THE TASK. Repeat exactly the lines from the start of the entries below through the line containing "ctx.font = font". Omit the rest.
+--
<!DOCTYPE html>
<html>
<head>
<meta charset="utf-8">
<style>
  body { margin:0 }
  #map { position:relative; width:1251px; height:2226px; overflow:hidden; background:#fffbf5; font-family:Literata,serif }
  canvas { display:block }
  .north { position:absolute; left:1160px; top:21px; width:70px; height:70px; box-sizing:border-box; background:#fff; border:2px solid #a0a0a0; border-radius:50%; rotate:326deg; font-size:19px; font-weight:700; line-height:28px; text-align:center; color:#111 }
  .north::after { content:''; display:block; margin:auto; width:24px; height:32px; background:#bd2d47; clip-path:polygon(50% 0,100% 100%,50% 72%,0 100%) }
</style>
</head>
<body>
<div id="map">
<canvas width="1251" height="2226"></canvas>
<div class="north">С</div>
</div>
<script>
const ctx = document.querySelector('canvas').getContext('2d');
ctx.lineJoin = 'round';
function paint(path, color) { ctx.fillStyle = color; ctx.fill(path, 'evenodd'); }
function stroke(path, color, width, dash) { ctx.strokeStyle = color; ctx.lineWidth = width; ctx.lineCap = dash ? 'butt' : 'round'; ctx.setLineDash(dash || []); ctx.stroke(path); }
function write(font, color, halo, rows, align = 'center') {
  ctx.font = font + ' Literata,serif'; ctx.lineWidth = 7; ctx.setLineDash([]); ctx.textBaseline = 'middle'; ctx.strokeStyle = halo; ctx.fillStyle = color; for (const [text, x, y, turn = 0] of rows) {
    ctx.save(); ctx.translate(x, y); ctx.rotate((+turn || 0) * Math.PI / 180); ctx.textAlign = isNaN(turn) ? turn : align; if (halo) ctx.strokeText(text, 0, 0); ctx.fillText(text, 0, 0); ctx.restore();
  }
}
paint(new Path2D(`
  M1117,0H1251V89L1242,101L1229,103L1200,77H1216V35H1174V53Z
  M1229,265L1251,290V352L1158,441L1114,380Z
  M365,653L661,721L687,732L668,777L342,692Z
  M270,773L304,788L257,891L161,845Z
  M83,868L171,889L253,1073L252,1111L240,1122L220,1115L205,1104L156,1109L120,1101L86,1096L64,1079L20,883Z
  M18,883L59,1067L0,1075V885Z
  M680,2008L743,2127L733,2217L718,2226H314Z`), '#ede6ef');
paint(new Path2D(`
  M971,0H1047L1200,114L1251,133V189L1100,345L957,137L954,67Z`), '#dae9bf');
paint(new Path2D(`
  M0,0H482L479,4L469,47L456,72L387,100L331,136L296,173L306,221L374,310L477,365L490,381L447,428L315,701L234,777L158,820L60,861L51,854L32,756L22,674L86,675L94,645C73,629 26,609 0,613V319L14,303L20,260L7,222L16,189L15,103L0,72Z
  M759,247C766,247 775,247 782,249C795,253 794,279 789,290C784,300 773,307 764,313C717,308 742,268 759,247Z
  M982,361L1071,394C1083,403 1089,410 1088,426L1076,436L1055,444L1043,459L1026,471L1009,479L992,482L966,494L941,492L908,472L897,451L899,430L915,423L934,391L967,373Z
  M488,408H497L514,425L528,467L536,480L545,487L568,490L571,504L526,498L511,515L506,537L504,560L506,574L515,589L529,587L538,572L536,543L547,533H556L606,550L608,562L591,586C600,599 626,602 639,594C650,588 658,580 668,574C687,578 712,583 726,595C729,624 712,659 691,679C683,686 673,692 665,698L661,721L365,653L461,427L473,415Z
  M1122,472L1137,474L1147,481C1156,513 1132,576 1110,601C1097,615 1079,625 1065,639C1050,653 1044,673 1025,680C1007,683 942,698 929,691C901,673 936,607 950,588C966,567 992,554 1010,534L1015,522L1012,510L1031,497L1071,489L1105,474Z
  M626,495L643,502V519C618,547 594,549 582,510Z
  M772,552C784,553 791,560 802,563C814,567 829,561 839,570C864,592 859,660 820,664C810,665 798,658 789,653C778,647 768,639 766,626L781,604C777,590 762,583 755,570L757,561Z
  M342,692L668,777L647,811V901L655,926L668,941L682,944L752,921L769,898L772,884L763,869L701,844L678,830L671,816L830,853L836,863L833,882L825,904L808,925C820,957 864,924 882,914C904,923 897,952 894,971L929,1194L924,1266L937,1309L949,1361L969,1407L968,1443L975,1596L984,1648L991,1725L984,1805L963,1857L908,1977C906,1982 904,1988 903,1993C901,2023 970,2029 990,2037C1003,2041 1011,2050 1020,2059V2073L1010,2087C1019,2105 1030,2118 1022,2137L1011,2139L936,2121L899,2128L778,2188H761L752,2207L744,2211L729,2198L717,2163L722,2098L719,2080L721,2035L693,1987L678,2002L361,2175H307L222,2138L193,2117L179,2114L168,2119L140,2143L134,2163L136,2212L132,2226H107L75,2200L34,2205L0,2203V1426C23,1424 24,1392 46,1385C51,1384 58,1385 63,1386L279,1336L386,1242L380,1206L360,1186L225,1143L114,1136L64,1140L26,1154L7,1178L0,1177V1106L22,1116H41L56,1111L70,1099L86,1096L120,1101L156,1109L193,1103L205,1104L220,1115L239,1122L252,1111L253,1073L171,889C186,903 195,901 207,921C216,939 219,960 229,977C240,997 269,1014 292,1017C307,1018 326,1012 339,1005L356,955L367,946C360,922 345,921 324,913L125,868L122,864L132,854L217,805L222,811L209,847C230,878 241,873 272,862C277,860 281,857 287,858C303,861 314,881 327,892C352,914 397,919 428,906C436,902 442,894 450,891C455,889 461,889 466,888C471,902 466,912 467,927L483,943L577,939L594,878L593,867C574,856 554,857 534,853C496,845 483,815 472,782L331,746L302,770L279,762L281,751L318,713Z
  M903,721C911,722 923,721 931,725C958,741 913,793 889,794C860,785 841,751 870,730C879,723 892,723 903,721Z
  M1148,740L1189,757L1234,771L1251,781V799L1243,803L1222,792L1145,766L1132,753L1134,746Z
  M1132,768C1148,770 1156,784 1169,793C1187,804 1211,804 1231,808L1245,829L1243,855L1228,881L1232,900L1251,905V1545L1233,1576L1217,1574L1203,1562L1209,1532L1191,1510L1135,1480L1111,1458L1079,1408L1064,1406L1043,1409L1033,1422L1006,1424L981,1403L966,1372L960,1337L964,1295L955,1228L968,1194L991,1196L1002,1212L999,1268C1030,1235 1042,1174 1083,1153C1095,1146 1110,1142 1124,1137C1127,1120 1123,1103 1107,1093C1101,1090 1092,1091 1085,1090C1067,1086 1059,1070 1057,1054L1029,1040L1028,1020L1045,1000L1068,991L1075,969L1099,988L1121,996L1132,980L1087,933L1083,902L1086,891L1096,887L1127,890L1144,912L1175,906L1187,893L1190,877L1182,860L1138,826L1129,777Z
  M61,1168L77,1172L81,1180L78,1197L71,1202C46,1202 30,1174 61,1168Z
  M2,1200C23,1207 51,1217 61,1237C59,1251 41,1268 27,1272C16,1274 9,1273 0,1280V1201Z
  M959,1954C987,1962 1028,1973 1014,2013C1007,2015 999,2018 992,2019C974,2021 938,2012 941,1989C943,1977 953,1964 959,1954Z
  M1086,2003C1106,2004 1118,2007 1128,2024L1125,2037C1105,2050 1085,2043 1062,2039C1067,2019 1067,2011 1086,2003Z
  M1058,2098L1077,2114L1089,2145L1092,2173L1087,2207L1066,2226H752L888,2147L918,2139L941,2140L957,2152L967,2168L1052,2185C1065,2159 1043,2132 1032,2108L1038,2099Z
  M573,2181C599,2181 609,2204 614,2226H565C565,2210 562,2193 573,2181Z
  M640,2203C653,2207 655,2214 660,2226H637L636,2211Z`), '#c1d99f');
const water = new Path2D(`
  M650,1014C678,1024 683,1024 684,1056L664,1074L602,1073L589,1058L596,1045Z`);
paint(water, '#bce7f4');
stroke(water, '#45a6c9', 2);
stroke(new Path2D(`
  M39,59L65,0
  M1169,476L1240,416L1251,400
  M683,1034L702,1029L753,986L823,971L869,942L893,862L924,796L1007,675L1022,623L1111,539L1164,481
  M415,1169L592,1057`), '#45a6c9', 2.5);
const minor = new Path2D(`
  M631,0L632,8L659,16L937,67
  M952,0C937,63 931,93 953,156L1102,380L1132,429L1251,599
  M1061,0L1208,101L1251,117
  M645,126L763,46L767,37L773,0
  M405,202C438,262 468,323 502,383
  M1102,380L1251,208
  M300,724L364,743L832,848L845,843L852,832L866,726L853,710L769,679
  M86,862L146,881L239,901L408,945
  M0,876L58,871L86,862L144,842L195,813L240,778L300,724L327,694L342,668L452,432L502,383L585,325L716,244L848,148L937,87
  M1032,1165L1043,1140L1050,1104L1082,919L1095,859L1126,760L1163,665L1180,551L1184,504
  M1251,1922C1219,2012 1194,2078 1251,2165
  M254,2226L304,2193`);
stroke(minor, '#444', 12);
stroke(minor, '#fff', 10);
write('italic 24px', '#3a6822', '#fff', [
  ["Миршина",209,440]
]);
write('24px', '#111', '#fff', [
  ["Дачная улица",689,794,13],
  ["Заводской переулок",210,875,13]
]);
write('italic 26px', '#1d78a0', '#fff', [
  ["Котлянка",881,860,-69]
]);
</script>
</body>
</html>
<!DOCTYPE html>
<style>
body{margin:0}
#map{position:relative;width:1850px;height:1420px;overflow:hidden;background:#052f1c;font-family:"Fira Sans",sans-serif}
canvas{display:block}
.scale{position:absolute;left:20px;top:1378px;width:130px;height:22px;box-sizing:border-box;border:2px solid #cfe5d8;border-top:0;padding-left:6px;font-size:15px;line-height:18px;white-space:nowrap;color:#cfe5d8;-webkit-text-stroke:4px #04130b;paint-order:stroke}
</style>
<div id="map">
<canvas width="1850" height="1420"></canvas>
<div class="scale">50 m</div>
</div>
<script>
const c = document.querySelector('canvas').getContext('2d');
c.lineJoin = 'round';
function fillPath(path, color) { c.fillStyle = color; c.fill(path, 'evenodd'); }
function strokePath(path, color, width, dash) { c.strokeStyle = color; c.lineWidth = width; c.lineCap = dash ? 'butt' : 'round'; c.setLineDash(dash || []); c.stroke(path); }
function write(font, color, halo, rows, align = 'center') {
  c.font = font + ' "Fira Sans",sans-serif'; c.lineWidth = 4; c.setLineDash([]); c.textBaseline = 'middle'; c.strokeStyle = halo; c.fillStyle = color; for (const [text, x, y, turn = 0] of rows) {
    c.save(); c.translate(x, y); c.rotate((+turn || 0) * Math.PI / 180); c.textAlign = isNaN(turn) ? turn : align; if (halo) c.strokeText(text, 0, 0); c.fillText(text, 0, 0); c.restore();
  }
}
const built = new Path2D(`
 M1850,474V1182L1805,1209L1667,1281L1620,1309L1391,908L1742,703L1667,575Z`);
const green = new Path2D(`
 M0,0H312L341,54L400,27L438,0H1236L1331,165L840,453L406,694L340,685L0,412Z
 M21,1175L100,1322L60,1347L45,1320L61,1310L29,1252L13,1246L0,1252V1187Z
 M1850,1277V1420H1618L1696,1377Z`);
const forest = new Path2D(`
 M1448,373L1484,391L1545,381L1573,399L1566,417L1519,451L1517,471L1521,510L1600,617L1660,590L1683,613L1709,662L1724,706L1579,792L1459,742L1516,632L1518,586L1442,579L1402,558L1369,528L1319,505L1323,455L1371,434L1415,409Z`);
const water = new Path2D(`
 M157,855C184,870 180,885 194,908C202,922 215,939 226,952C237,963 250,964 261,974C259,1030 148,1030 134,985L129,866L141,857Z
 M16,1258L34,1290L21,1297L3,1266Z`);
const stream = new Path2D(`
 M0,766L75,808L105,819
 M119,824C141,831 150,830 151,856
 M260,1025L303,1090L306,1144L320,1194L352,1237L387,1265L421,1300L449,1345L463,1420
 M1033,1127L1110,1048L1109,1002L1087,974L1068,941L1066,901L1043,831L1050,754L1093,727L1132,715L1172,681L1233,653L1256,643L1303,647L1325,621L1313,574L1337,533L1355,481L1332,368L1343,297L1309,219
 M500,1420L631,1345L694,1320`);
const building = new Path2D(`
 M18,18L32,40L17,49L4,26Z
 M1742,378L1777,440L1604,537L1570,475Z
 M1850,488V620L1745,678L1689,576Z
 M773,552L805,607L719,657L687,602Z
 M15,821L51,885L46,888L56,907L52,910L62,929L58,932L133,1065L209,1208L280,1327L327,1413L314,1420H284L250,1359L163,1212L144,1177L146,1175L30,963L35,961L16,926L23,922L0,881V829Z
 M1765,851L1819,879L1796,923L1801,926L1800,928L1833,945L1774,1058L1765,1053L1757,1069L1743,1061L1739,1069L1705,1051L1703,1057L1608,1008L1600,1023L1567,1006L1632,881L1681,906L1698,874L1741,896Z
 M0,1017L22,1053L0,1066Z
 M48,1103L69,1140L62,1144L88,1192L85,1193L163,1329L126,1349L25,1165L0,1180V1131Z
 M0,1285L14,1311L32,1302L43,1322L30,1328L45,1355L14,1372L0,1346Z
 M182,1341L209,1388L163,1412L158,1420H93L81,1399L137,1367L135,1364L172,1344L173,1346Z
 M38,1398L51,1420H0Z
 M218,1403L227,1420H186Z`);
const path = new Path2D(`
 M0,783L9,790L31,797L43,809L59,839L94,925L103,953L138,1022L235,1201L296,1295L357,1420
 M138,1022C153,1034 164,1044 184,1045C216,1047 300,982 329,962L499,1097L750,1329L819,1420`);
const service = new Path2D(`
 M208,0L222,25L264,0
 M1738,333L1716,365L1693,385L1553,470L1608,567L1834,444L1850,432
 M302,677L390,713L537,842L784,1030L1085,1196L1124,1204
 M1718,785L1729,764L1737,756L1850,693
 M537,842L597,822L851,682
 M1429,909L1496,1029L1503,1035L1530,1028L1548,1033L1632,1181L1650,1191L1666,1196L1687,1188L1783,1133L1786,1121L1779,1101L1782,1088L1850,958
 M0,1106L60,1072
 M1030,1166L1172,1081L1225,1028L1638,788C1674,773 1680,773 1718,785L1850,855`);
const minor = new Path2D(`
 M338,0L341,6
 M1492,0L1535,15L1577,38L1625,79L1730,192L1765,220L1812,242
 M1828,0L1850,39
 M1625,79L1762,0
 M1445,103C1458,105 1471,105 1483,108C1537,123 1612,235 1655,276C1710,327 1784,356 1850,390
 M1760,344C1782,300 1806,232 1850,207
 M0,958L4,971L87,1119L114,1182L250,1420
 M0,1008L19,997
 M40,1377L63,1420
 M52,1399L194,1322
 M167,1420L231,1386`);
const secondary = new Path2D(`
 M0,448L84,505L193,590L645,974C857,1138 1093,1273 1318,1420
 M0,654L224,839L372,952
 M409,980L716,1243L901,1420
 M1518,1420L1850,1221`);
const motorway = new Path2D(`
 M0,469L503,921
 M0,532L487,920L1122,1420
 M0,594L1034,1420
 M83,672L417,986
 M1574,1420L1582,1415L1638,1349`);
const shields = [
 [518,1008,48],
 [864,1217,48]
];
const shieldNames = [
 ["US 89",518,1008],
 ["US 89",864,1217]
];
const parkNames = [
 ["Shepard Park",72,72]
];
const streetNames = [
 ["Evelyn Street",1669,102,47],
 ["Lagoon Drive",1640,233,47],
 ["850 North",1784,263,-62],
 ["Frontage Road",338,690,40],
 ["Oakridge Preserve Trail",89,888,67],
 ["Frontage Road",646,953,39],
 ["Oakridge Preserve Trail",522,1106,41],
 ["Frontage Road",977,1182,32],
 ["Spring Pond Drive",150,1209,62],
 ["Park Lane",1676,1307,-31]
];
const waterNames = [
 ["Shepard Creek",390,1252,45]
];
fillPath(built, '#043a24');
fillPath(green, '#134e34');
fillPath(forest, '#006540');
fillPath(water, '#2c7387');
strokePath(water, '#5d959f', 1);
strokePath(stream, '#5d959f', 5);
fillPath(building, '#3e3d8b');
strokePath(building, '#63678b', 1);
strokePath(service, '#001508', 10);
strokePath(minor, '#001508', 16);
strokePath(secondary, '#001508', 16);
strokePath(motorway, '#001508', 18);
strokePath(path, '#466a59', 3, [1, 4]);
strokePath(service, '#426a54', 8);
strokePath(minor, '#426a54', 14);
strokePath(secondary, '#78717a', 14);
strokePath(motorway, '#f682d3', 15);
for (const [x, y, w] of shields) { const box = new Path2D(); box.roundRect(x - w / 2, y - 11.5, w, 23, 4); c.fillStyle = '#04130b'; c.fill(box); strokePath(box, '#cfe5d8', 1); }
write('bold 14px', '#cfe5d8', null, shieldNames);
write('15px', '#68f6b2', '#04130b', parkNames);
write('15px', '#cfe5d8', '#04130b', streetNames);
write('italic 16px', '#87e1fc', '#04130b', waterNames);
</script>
+--
EXERCISE OUTPUT.
<!DOCTYPE html>
<html>
<head>
<meta charset="utf-8">
<style>
  body { margin:0 }
  #map { position:relative; width:1251px; height:2226px; overflow:hidden; background:#fffbf5; font-family:Literata,serif }
  canvas { display:block }
  .north { position:absolute; left:1160px; top:21px; width:70px; height:70px; box-sizing:border-box; background:#fff; border:2px solid #a0a0a0; border-radius:50%; rotate:326deg; font-size:19px; font-weight:700; line-height:28px; text-align:center; color:#111 }
  .north::after { content:''; display:block; margin:auto; width:24px; height:32px; background:#bd2d47; clip-path:polygon(50% 0,100% 100%,50% 72%,0 100%) }
</style>
</head>
<body>
<div id="map">
<canvas width="1251" height="2226"></canvas>
<div class="north">С</div>
</div>
<script>
const ctx = document.querySelector('canvas').getContext('2d');
ctx.lineJoin = 'round';
function paint(path, color) { ctx.fillStyle = color; ctx.fill(path, 'evenodd'); }
function stroke(path, color, width, dash) { ctx.strokeStyle = color; ctx.lineWidth = width; ctx.lineCap = dash ? 'butt' : 'round'; ctx.setLineDash(dash || []); ctx.stroke(path); }
function write(font, color, halo, rows, align = 'center') {
  ctx.font = font + ' Literata,serif'; ctx.lineWidth = 7; ctx.setLineDash([]); ctx.textBaseline = 'middle'; ctx.strokeStyle = halo; ctx.fillStyle = color; for (const [text, x, y, turn = 0] of rows) {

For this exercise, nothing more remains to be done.